If the consumer landscape of the 20th century was anchored by stores, bolstered by catalogs, and reshaped by the Internet, then the emergence of the phenomenon called multichannel retail demands that merchants become expert practitioners of all three channels.

Right?

While that may be the conventional wisdom, and certainly what we’ve been led to believe with all the talk of consumer insight, continuous touch points, and commingled media, the reality is a little different. The promise of the multichannel craze is more closely linked to understanding an increasingly mazelike marketing and selling landscape than to adopting every promotional technology that promises fast customer access and faster payback. Today’s successful merchants aren’t necessarily those selling full-bore to every customer audience via every media. They are instead the savvy group that has taken the effort to understand their market and the various sales tools at their disposal, carefully intertwining both in a manner that best complements their core capabilities.

With that in mind, Winterberry Group and the Direct Marketing Association set out to define the market potential now enabling success in that vast, misunderstood space called multichannel. What we found over the course of our study was telling: Opportunities abound, but the most important resource in the modern marketer’s tool belt isn’t slick creative, a flashy offer, or even unique product. Instead, it is information — and the insight and wisdom to use it — that is creating a vast gulf between profitable merchants and those still mired in a frame of thinking that is, well, very 20th century.

FIRST, THE NUMBERS…

Whether you’re a merchant or a service provider, to identify the possibilities embedded in the multichannel marketplace first demands understanding of the size, segments, and behaviors of that marketplace. Given that approximately 870,000 companies in the U.S. can be considered multichannel merchants — including such disparate organizations as garden supply shops and high-tech-component catalogs — recognizing the addressable marketplace and its associated attributes should be a first step in any strategy to penetrate or grow within the market. Among other characteristics:

Multichannel players dominate the $2 trillion U.S. retail market. An estimated 40% of retailers sell through three or more channels, while another 42% sell through two channels.

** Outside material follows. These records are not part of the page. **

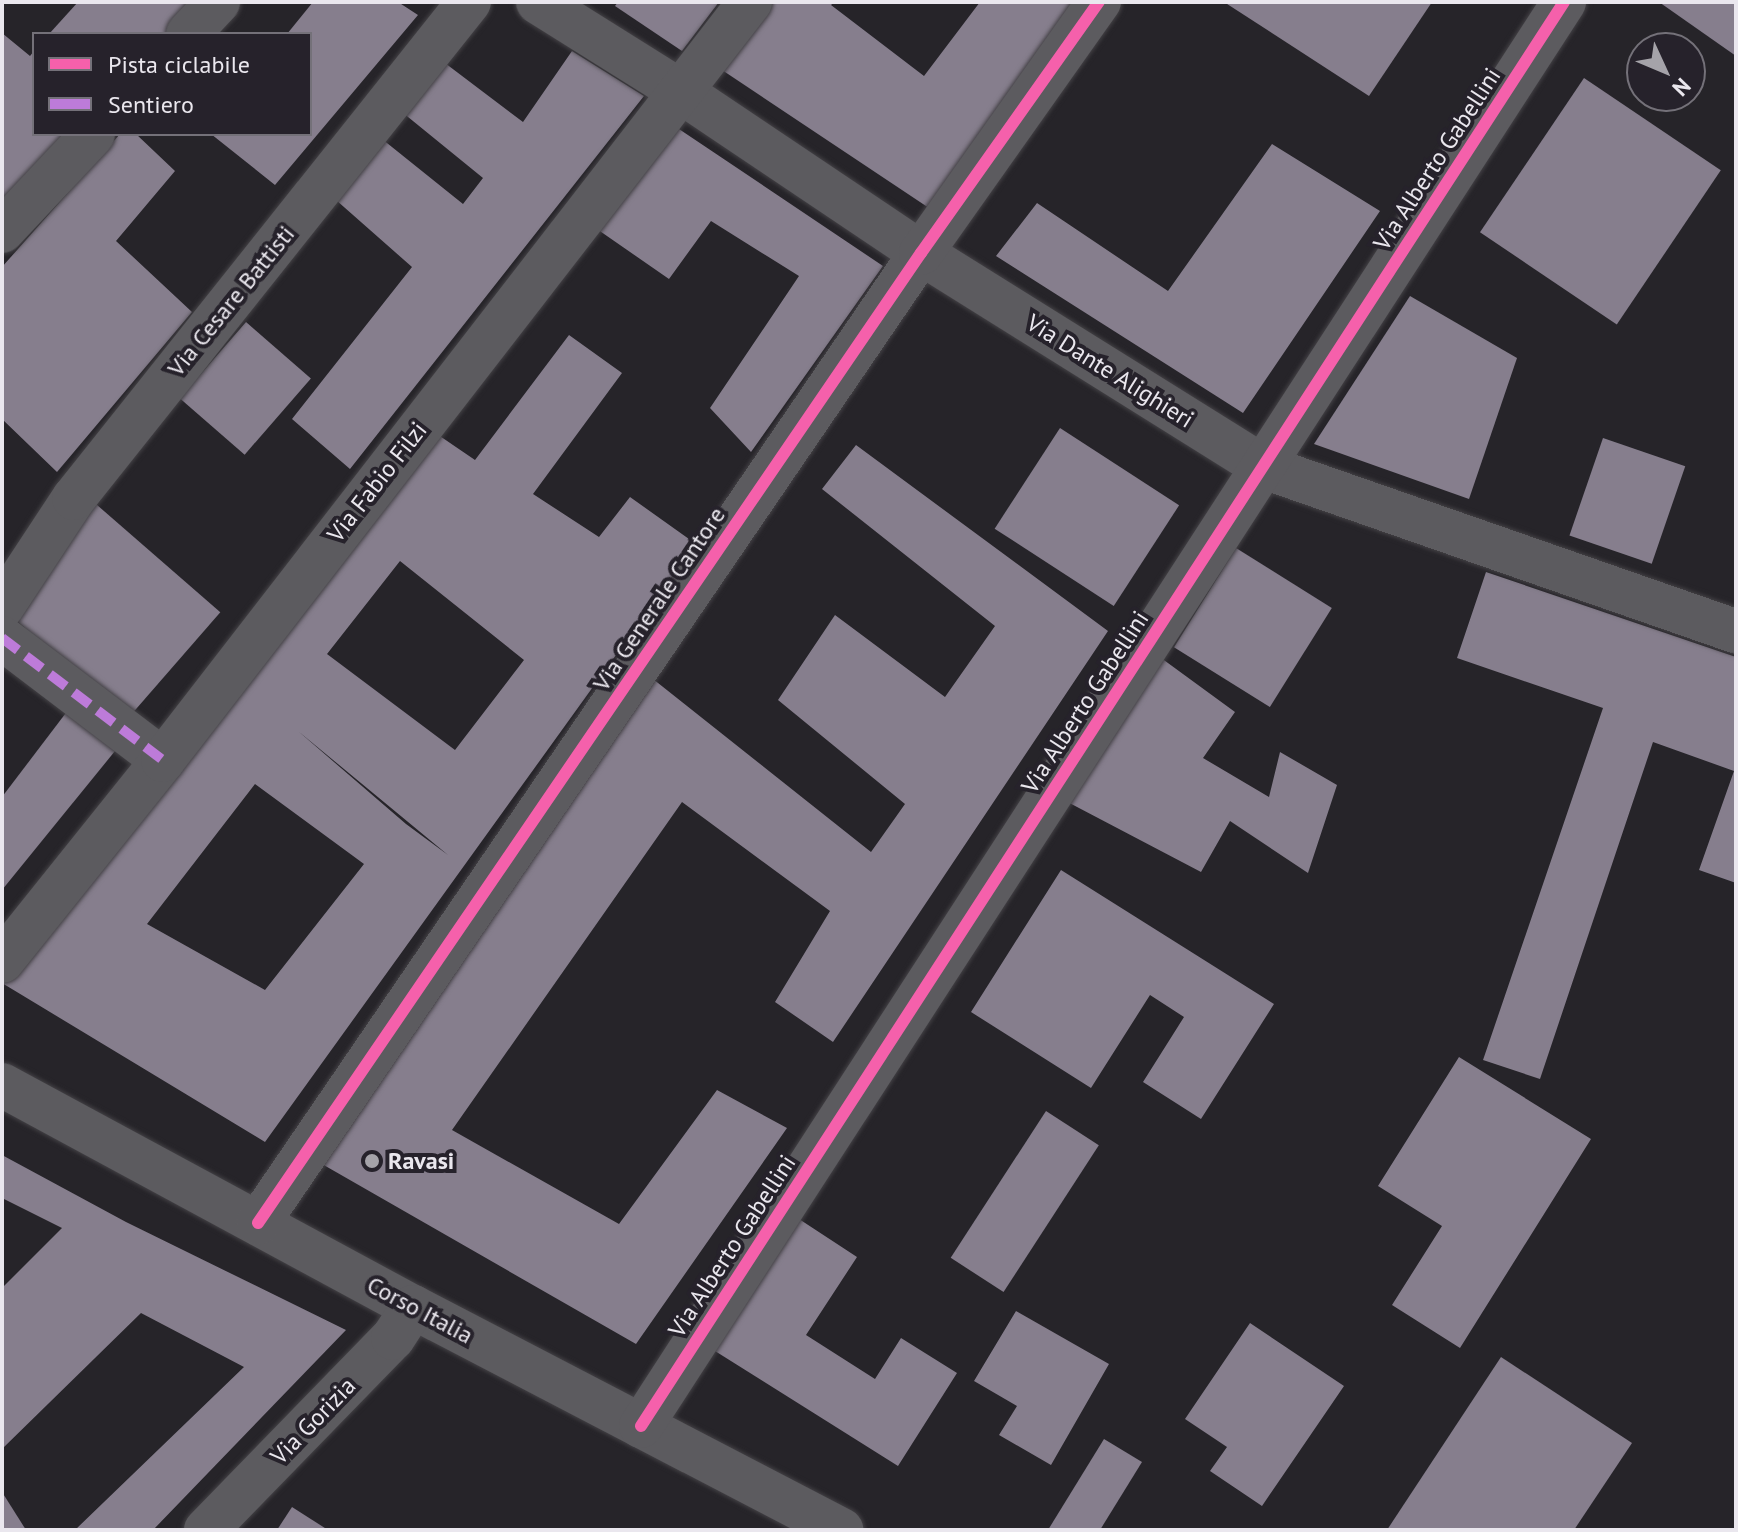 <!DOCTYPE html>
<style>
body{margin:0}
#map{position:relative;width:1738px;height:1532px;overflow:hidden;background:#262429;font-family:"PT Sans",sans-serif}
div>[style]{position:absolute}
.building>*{inset:0;background:#867e8d;transform-origin:0 0}
.roads{filter:drop-shadow(0 0 2px #434145) drop-shadow(0 0 2px #434145)}
.street>*{height:44px;margin:-22px;padding:0 22px;transform-origin:22px;border-radius:22px;background:#5c5b5f}
.quiet>*{height:10px;margin-top:-5px;transform-origin:0;background:repeating-linear-gradient(90deg,#bd7bd9 0 20px,transparent 0 30px)}
.cycleway>*{height:12px;margin:-6px;padding:0 6px;transform-origin:6px;border-radius:6px;background:#f560ab}
.dots>*{width:22px;height:22px;translate:-50% -50%;box-sizing:border-box;border:4px solid #26222b;border-radius:50%}
span{translate:-50% -50%;white-space:nowrap;text-align:center;line-height:1.15;-webkit-text-stroke:8px #26222b;paint-order:stroke}
.street-label{font-size:24px;color:#eae7ee}
.poi-label{font-size:24px;color:#eae7ee;font-weight:700}
.left{translate:0 -50%;text-align:left}
.frame{position:absolute;inset:0;border:4px solid #eae7ee;pointer-events:none}
.legend{position:absolute;left:32px;top:32px;width:280px;height:104px;box-sizing:border-box;background:#26222b;border:2px solid #747179;margin:0;padding:10px 14px;list-style:none;font-size:24px;color:#eae7ee}
.legend li{display:flex;align-items:center;gap:16px;height:40px}
.legend b{width:40px;border:2px solid #747179}
.north{position:absolute;left:1626px;top:32px;width:80px;height:80px;box-sizing:border-box;background:#26222b;border:2px solid #747179;border-radius:50%;rotate:134deg;font-size:22px;font-weight:700;line-height:32px;text-align:center;color:#eae7ee}
.north::after{content:'';display:block;margin:auto;width:28px;height:36px;background:#a5a3a9;clip-path:polygon(50% 0,100% 100%,50% 72%,0 100%)}
</style>
<div id="map">
<div class="building">
<div style="clip-path:polygon(78px 2px,194px 2px,165px 34px,49px 34px)"></div>
<div style="clip-path:polygon(313px 2px,398px 2px,418px 15px,275px 185px,211px 134px,310px 134px,310px 34px,287px 34px)"></div>
<div style="clip-path:polygon(618px 2px,719px 2px,682px 51px,615px 6px)"></div>
<div style="clip-path:polygon(767px 2px,834px 2px,831px 5px,924px 76px,980px 2px,1082px 2px,932px 210px,716px 66px)"></div>
<div style="clip-path:polygon(1224px 2px,1432px 2px,1369px 96px)"></div>
<div style="clip-path:polygon(1659px 2px,1736px 2px,1736px 56px)"></div>
<div style="clip-path:polygon(2px 33px,30px 56px,34px 51px,34px 134px,74px 134px,2px 214px)"></div>
<div style="clip-path:polygon(572px 51px,644px 96px,350px 469px,292px 419px,412px 267px,336px 200px,382px 139px,463px 204px,483px 178px,397px 108px,437px 57px,523px 122px)"></div>
<div style="left:1584px;top:78px;width:165px;height:186px;rotate:34deg"></div>
<div style="clip-path:polygon(673px 125px,883px 266px,751px 452px,710px 408px,799px 276px,711px 221px,669px 279px,594px 227px)"></div>
<div style="clip-path:polygon(120px 134px,136px 134px,175px 171px,116px 241px,192px 312px,57px 472px,2px 419px,2px 267px)"></div>
<div style="clip-path:polygon(1272px 144px,1380px 211px,1243px 413px,996px 256px,1037px 203px,1168px 291px)"></div>
<div style="clip-path:polygon(1410px 296px,1517px 358px,1469px 499px,1314px 444px)"></div>
<div style="left:246px;top:322px;width:86px;height:101px;rotate:41deg"></div>
<div style="clip-path:polygon(evenodd,569px 335px,622px 373px,533px 494px,599px 537px,630px 497px,696px 544px,265px 1142px,2px 983px,2px 977px,431px 430px,475px 460px,569px 335px,400px 561px,524px 660px,455px 750px,327px 654px,400px 561px,569px 335px,298px 731px,448px 855px,406px 824px,298px 731px,569px 335px,255px 784px,364px 864px,265px 990px,147px 924px,255px 784px)"></div>
<div style="left:1060px;top:428px;width:142px;height:120px;rotate:33deg"></div>
<div style="left:1603px;top:438px;width:87px;height:103px;rotate:19deg"></div>
<div style="clip-path:polygon(856px 445px,1108px 631px,833px 1042px,775px 1002px,830px 911px,682px 802px,452px 1130px,619px 1224px,717px 1090px,787px 1128px,636px 1344px,308px 1156px,653px 679px,871px 852px,905px 804px,778px 700px,835px 615px,945px 697px,995px 626px,822px 489px)"></div>
<div style="left:89px;top:498px;width:174px;height:140px;rotate:41deg"></div>
<div style="left:1236px;top:548px;width:113px;height:117px;rotate:32deg"></div>
<div style="clip-path:polygon(1486px 572px,1736px 657px,1736px 883px,1699px 870px,1734px 771px,1653px 742px,1540px 1079px,1483px 1060px,1603px 708px,1457px 658px)"></div>
<div style="clip-path:polygon(1157px 655px,1235px 712px,1203px 758px,1269px 797px,1280px 752px,1337px 785px,1308px 873px,1230px 821px,1201px 872px,1058px 797px)"></div>
<div style="clip-path:polygon(78px 697px,128px 735px,2px 890px,2px 797px)"></div>
<div style="clip-path:polygon(1061px 870px,1274px 1004px,1201px 1119px,1143px 1082px,1184px 1017px,1150px 995px,1091px 1088px,971px 1012px)"></div>
<div style="clip-path:polygon(1459px 1057px,1591px 1139px,1460px 1348px,1392px 1305px,1442px 1226px,1378px 1186px)"></div>
<div style="left:1046px;top:1111px;width:63px;height:175px;rotate:33deg"></div>
<div style="clip-path:polygon(2px 1155px,126px 1222px,346px 1330px,153px 1530px,75px 1530px,244px 1367px,141px 1313px,2px 1449px,2px 1288px,62px 1228px,2px 1198px)"></div>
<div style="clip-path:polygon(799px 1219px,857px 1257px,806px 1335px,875px 1379px,901px 1338px,957px 1373px,898px 1466px,715px 1351px)"></div>
<div style="clip-path:polygon(1016px 1311px,1109px 1364px,1051px 1465px,999px 1435px,1017px 1406px,974px 1381px)"></div>
<div style="clip-path:polygon(1250px 1323px,1344px 1386px,1262px 1506px,1210px 1471px,1227px 1447px,1185px 1419px)"></div>
<div style="clip-path:polygon(1501px 1357px,1632px 1443px,1574px 1530px,1387px 1530px)"></div>
<div style="clip-path:polygon(1104px 1439px,1142px 1462px,1100px 1530px,1048px 1530px)"></div>
<div style="clip-path:polygon(2px 1492px,26px 1530px,2px 1530px)"></div>
<div style="clip-path:polygon(292px 1507px,328px 1530px,277px 1530px)"></div>
</div>
<div class="roads">
<div class="street">
<div style="left:538px;top:2px;width:168px;rotate:32.1deg"></div>
<div style="left:680px;top:91px;width:290px;rotate:33.9deg"></div>
<div style="left:921px;top:253px;width:404px;rotate:32deg"></div>
<div style="left:1264px;top:467px;width:500px;rotate:19.2deg"></div>
<div style="left:188px;top:34px;width:44px;rotate:-46.8deg"></div>
<div style="left:2px;top:231px;width:133px;rotate:-46.8deg"></div>
<div style="left:2px;top:607px;width:131px;rotate:-56.6deg"></div>
<div style="left:74px;top:498px;width:634px;rotate:-51.47deg"></div>
<div style="left:2px;top:638px;width:202px;rotate:37.2deg"></div>
<div style="left:2px;top:961px;width:258px;rotate:-51.3deg"></div>
<div style="left:163px;top:760px;width:959px;rotate:-52.25deg"></div>
<div style="left:2px;top:1085px;width:467px;rotate:28.4deg"></div>
<div style="left:413px;top:1307px;width:483px;rotate:27.5deg"></div>
<div style="left:258px;top:1223px;width:1175px;rotate:-55.65deg"></div>
<div style="left:921px;top:253px;width:308px;rotate:-54.7deg"></div>
<div style="left:641px;top:1426px;width:1697px;rotate:-57.05deg"></div>
<div style="left:206px;top:1530px;width:268px;rotate:-45.8deg"></div>
<div style="left:393px;top:1338px;width:37px;rotate:-57deg"></div>
</div>
</div>
<div class="quiet">
<div style="left:2px;top:638px;width:202px;rotate:37.2deg"></div>
</div>
<div class="cycleway">
<div style="left:258px;top:1223px;width:1175px;rotate:-55.65deg"></div>
<div style="left:921px;top:253px;width:308px;rotate:-54.7deg"></div>
<div style="left:641px;top:1426px;width:1697px;rotate:-57.05deg"></div>
</div>
<div class="dots">
<div style="left:372px;top:1161px;background:#a5a3a9"></div>
</div>
<div class="street-label">
<span style="left:1437px;top:159px;rotate:-57deg">Via Alberto Gabellini</span>
<span style="left:231px;top:301px;rotate:-51deg">Via Cesare Battisti</span>
<span style="left:1110px;top:371px;rotate:32deg">Via Dante Alighieri</span>
<span style="left:377px;top:482px;rotate:-52deg">Via Fabio Filzi</span>
<span style="left:659px;top:599px;rotate:-56deg">Via Generale Cantore</span>
<span style="left:1085px;top:702px;rotate:-57deg">Via Alberto Gabellini</span>
<span style="left:732px;top:1246px;rotate:-57deg">Via Alberto Gabellini</span>
<span style="left:420px;top:1310px;rotate:28deg">Corso Italia</span>
<span style="left:313px;top:1421px;rotate:-46deg">Via Gorizia</span>
</div>
<div class="poi-label">
<span class="left" style="left:388px;top:1161px">Ravasi</span>
</div>
<div class="frame"></div>
<ul class="legend">
<li><b style="height:10px;background:#f560ab"></b>Pista ciclabile</li>
<li><b style="height:10px;background:#bd7bd9"></b>Sentiero</li>
</ul>
<div class="north">N</div>
</div>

Nearly one-quarter of all retail revenue is generated through direct marketing efforts. Direct mail alone accounts for half of that revenue, which translates into an impressive return on investment of 14.4 times.

Properly synchronized multichannel campaigns generate the most-dramatic results. According to the Internet Advertising Bureau, well-executed campaigns generate a sales lift ranging from 7% to 34%. Viewed from another perspective, that spells trouble for single-channel marketers; they’re likely missing out on $17 billion-$85 billion in potential revenue.

Multichannel consumers are the most profitable. The shopper who makes purchases via store, telephone, and the Internet spends 30% (or $438) more per year — in stores alone — than the average single-channel shopper.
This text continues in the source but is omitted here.